> **Exercise aim**:
In the listing below, find each line containing "function" and report it.

^^^^

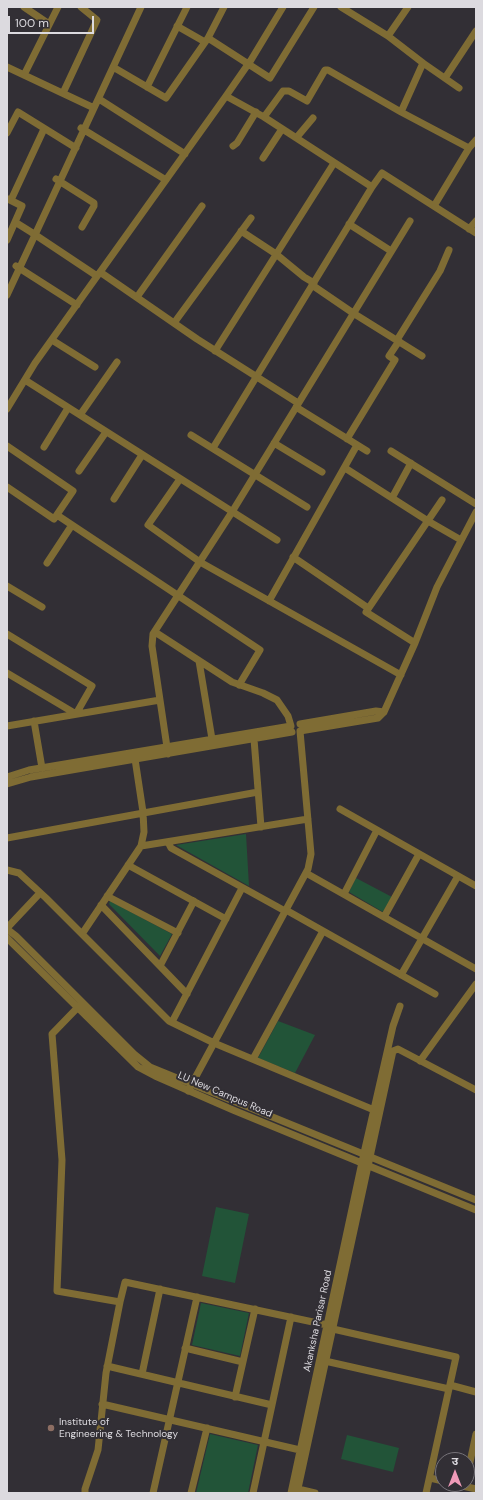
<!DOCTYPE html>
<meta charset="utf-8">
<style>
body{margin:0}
#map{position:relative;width:483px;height:1500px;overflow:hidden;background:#322f35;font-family:"DM Sans","Noto Sans Devanagari",sans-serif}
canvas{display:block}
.frame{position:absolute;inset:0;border:8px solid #dcdadf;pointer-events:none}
.north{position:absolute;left:435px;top:1452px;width:40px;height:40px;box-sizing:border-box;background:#322f35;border:1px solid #767379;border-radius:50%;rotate:0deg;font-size:11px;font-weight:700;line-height:16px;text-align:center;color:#dcdadf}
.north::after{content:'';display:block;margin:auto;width:14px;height:18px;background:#ef9ab8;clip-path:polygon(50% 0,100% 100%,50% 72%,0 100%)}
.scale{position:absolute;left:8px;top:16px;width:86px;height:18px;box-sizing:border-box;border:2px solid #dcdadf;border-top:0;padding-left:5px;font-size:12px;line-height:14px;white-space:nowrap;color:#dcdadf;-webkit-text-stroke:3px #322f35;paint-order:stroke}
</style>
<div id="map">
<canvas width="483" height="1500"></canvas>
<div class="frame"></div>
<div class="north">उ</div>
<div class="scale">100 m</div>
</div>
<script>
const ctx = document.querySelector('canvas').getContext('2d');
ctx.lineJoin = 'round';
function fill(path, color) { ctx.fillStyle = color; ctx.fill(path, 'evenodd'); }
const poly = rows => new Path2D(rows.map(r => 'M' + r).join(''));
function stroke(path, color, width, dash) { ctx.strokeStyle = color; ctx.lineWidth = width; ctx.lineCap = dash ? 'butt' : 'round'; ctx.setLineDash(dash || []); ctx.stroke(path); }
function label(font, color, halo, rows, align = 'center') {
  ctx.font = font + ' "DM Sans",sans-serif'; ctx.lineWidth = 4; ctx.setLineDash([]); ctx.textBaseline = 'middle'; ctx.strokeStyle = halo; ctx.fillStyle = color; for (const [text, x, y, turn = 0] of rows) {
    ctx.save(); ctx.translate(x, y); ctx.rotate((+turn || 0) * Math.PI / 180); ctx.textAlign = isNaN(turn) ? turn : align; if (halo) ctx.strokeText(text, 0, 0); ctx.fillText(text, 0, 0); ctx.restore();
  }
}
const green = poly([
 [246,834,249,886,176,845],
 [356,878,392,897,383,912,349,892],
 [110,901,172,934,160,956,109,904],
 [278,1021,315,1035,295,1073,258,1058],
 [216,1207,249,1214,235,1283,202,1276],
 [201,1303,249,1313,240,1356,192,1345],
 [210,1434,258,1445,248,1493,196,1493],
 [347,1435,399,1448,393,1472,341,1459]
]);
const minor = poly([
 [24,7,49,24],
 [177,26,205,42],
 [388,36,408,7],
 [208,38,224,7],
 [423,63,459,88],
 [7,67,94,108],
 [113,67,166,98,208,38,270,78,314,7],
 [24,75,58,7],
 [445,78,476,31],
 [147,87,187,7],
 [63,93,97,20,81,7],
 [226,96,264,117,283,91,289,91,307,101,325,70,328,70,401,112,423,63,388,36,341,7],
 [99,99,185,154],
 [401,112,469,148],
 [264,117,372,187,382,173,476,233],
 [81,128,166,180],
 [7,133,18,112,76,148],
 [297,137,313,118],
 [233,146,237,143,256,112],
 [263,158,282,129],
 [56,179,94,203,94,206,82,227],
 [11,200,44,129],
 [434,206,469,148,476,140],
 [15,222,31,232,97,276],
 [349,224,391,251],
 [469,229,476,221],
 [241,231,276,254,304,277,314,283],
 [7,240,22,206,8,199],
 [16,266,77,305],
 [100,272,197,339,298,403],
 [312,285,353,313,422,356],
 [7,295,141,7],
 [137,297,202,206],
 [174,323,251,218],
 [52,340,95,367],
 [397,340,440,271,449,250],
 [215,351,334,163],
 [25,380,277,540],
 [296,407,367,451],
 [7,409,35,363,226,96,251,60,283,7],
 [80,415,117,362],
 [191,435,307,507],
 [347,439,395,360,389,356,399,341],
 [274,443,322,472],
 [7,446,73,491,54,519,7,487],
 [44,447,68,408],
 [213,448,372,187],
 [391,451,476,504],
 [345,468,428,521,461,540],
 [79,471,106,432],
 [180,479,148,525,200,562,401,675],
 [392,498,411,463],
 [114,499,142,455],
 [57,515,260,650,239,685],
 [293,557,368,608],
 [47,563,72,525],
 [7,586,42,607],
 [269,601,357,445],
 [7,634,92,686,76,714,7,673],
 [415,643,366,612,442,500],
 [199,661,212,739],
 [34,721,42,768],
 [300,724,376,711,384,712],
 [7,726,160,700],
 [254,739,261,827],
 [168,754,152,646,153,634,232,512,410,221],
 [7,777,29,770,291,726,288,716,277,700,263,693,232,682,155,632],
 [7,784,31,777,292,732],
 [340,809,476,886],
 [7,838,258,792],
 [168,842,171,848,285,911],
 [141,846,308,819],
 [128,865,226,919],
 [7,870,19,873,46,898,169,1021,214,1043,374,1110],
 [306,873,476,969],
 [344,894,377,830],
 [107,896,178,933],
 [101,905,187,994],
 [286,910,435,994],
 [384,917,419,854],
 [7,928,40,893],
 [7,929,16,936,134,1054,150,1067,476,1200],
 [82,934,141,846,144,832,143,812,135,759],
 [7,938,138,1067,155,1076,233,1110,476,1210],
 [160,966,194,901],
 [401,975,458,876],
 [82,1003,52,1034,62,1160,57,1291,120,1302,106,1373,98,1450,85,1489,85,1493],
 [172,1022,242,888],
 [253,1059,323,931],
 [420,1061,476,984],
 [188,1091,308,869,311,854,300,731,378,718,384,712,415,643,437,587,476,512],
 [120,1302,125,1282,327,1325,333,1329,456,1357,426,1493],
 [185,1348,243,1362],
 [325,1361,449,1389],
 [107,1366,272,1405],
 [142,1374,160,1289],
 [450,1385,476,1392],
 [235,1397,255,1309],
 [102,1404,300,1450,304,1453],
 [467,1476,476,1434],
 [430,1478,443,1481],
 [454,1484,476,1489],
 [298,1489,315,1493],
 [153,1493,197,1297],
 [191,1493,207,1428],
 [253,1493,291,1317],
 [291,1493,364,1153,393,1026,400,1006],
 [297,1493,393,1051,398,1049,476,1090]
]);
const markers = [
 [51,1428,4,"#8d6e63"]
];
const streetNames = [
 ["LU New Campus Road",225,1095,23],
 ["Akanksha Parisar Road",318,1321,-78]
];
const poiNames = [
 ["Institute of",59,1422],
 ["Engineering & Technology",59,1434]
];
fill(green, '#225438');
stroke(minor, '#7f6c34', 7);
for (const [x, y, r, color] of markers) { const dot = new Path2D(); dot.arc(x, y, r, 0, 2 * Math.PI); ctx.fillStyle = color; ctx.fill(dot); stroke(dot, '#322f35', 1.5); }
label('10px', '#dcdadf', '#322f35', streetNames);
label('10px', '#dcdadf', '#322f35', poiNames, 'left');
</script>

^^^^

> **Solution to this problem**:
function fill(path, color) { ctx.fillStyle = color; ctx.fill(path, 'evenodd'); }
function stroke(path, color, width, dash) { ctx.strokeStyle = color; ctx.lineWidth = width; ctx.lineCap = dash ? 'butt' : 'round'; ctx.setLineDash(dash || []); ctx.stroke(path); }
function label(font, color, halo, rows, align = 'center') {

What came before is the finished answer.